• **Study material**
- - - - - - -

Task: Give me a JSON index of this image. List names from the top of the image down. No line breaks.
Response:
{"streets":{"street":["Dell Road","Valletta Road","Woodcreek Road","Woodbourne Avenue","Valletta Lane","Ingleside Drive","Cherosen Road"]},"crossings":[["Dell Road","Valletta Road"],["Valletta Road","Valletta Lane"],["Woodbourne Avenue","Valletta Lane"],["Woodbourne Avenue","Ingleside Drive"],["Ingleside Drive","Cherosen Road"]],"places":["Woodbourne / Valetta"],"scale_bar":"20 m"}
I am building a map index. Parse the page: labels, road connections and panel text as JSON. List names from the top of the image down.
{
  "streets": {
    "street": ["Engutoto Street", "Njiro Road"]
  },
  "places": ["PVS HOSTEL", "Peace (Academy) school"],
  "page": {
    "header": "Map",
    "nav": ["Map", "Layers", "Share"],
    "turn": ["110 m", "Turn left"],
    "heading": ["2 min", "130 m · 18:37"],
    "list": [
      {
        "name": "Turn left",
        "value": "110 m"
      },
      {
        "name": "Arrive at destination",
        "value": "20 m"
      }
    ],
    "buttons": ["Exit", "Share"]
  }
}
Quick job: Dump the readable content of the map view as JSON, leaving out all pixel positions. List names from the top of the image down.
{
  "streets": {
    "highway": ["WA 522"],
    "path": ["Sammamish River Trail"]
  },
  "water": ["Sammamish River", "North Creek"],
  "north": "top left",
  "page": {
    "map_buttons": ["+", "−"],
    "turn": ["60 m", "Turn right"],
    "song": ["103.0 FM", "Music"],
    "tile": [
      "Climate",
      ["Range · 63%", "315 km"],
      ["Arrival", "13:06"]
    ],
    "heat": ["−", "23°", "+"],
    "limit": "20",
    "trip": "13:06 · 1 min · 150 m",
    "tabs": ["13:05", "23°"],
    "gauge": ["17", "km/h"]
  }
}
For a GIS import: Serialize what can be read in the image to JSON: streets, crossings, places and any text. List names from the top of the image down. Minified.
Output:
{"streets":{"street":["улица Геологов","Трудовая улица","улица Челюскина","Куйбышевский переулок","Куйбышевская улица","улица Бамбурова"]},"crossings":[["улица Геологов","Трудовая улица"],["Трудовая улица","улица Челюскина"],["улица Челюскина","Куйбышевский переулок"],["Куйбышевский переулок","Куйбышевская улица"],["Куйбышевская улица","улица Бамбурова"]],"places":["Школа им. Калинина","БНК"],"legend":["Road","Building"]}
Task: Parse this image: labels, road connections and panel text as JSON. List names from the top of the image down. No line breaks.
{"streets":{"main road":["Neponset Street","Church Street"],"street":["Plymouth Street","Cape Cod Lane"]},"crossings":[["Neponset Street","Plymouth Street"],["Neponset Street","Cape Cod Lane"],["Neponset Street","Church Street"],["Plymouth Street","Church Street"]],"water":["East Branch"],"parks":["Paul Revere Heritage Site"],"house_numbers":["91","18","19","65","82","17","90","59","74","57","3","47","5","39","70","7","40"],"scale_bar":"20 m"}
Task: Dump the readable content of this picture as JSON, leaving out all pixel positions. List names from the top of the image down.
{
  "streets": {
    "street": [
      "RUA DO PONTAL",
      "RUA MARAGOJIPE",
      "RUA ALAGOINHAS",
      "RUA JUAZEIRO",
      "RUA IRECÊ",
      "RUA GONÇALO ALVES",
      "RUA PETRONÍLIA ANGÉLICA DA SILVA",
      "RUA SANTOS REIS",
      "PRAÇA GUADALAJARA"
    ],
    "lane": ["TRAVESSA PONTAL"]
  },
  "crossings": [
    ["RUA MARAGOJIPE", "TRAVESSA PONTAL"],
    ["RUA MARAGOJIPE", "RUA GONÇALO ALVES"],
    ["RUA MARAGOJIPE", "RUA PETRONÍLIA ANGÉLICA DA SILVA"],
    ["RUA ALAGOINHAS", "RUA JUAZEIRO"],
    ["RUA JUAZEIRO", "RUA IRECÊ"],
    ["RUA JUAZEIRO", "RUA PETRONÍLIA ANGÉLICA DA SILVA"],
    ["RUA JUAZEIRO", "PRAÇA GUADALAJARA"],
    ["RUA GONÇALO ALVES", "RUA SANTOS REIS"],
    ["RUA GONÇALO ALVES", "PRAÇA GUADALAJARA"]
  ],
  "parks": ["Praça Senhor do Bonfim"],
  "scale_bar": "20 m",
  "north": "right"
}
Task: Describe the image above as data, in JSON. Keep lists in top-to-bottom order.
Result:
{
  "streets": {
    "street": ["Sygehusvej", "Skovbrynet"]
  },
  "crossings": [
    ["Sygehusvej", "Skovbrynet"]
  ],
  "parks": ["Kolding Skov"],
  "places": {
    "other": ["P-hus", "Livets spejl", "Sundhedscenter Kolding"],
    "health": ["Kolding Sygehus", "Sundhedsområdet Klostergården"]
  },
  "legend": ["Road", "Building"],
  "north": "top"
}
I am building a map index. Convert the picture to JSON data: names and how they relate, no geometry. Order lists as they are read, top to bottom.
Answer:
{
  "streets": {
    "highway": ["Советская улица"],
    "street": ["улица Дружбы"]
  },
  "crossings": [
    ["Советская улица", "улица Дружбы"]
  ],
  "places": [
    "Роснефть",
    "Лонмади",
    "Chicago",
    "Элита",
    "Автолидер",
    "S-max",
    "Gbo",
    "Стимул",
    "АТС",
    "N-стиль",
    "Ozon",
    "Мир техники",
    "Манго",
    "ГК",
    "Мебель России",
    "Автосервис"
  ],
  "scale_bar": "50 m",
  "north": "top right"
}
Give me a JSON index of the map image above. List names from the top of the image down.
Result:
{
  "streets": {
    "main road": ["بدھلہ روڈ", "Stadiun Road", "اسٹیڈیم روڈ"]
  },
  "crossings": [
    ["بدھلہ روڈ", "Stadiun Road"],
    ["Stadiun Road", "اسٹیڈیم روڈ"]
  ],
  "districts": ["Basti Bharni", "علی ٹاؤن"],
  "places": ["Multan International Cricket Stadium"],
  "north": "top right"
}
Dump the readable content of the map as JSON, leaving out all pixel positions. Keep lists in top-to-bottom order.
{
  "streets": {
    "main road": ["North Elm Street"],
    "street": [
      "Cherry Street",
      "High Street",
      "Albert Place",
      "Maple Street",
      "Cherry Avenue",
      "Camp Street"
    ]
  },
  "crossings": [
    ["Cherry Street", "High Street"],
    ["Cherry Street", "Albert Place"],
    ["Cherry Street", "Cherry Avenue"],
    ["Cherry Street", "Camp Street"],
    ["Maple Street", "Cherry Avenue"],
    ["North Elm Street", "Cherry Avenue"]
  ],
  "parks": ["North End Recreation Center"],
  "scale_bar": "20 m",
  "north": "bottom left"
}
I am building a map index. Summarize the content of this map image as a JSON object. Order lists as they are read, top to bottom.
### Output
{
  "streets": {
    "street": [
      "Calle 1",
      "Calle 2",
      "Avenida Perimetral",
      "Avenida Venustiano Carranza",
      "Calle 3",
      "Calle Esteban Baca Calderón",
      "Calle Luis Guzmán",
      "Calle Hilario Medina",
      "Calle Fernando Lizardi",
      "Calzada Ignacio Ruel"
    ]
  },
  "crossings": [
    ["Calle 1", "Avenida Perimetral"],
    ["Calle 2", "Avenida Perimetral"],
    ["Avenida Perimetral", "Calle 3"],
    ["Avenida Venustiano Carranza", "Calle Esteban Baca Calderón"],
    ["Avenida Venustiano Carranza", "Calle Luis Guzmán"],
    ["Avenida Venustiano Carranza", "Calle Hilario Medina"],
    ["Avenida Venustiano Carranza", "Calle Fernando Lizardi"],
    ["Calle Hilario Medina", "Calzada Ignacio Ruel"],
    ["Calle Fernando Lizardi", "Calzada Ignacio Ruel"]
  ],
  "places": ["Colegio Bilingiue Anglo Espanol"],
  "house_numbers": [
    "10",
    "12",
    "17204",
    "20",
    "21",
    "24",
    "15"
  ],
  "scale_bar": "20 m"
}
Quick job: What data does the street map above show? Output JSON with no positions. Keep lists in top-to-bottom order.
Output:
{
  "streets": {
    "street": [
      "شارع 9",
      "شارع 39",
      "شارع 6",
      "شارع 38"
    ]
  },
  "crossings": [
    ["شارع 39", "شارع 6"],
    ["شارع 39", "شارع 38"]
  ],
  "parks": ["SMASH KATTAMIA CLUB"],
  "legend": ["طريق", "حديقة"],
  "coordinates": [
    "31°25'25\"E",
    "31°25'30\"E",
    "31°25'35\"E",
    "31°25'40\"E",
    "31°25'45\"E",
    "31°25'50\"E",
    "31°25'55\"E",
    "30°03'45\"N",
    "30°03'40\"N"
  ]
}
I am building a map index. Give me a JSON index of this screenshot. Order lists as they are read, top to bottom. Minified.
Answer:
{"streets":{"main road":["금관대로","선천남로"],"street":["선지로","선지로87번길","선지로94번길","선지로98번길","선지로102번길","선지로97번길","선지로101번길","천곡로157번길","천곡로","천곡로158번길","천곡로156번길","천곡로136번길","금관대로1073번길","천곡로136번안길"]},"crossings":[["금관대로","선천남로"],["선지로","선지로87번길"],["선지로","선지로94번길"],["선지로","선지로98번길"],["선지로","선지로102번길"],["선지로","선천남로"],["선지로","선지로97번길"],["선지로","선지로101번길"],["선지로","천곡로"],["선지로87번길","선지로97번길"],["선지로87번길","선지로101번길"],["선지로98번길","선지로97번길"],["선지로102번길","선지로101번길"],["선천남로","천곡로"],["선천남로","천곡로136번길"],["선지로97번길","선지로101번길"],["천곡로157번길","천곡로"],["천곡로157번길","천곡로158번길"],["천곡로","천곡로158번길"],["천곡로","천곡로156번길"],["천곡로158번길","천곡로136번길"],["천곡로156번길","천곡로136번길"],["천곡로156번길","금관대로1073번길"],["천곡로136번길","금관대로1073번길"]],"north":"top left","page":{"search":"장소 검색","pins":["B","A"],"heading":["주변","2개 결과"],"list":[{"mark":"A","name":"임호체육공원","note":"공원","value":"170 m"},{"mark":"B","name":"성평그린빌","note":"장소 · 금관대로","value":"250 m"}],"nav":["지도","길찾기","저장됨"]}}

- - - - - - -

• **Try it**
Going back to the entries above, set down exactly the lines that begin at the one with "I am building a map index. Parse" and end at the one with "For a GIS import: Serialize", both included, and nothing else.

• **Your solution**
I am building a map index. Parse the page: labels, road connections and panel text as JSON. List names from the top of the image down.
{
  "streets": {
    "street": ["Engutoto Street", "Njiro Road"]
  },
  "places": ["PVS HOSTEL", "Peace (Academy) school"],
  "page": {
    "header": "Map",
    "nav": ["Map", "Layers", "Share"],
    "turn": ["110 m", "Turn left"],
    "heading": ["2 min", "130 m · 18:37"],
    "list": [
      {
        "name": "Turn left",
        "value": "110 m"
      },
      {
        "name": "Arrive at destination",
        "value": "20 m"
      }
    ],
    "buttons": ["Exit", "Share"]
  }
}
Quick job: Dump the readable content of the map view as JSON, leaving out all pixel positions. List names from the top of the image down.
{
  "streets": {
    "highway": ["WA 522"],
    "path": ["Sammamish River Trail"]
  },
  "water": ["Sammamish River", "North Creek"],
  "north": "top left",
  "page": {
    "map_buttons": ["+", "−"],
    "turn": ["60 m", "Turn right"],
    "song": ["103.0 FM", "Music"],
    "tile": [
      "Climate",
      ["Range · 63%", "315 km"],
      ["Arrival", "13:06"]
    ],
    "heat": ["−", "23°", "+"],
    "limit": "20",
    "trip": "13:06 · 1 min · 150 m",
    "tabs": ["13:05", "23°"],
    "gauge": ["17", "km/h"]
  }
}
For a GIS import: Serialize what can be read in the image to JSON: streets, crossings, places and any text. List names from the top of the image down. Minified.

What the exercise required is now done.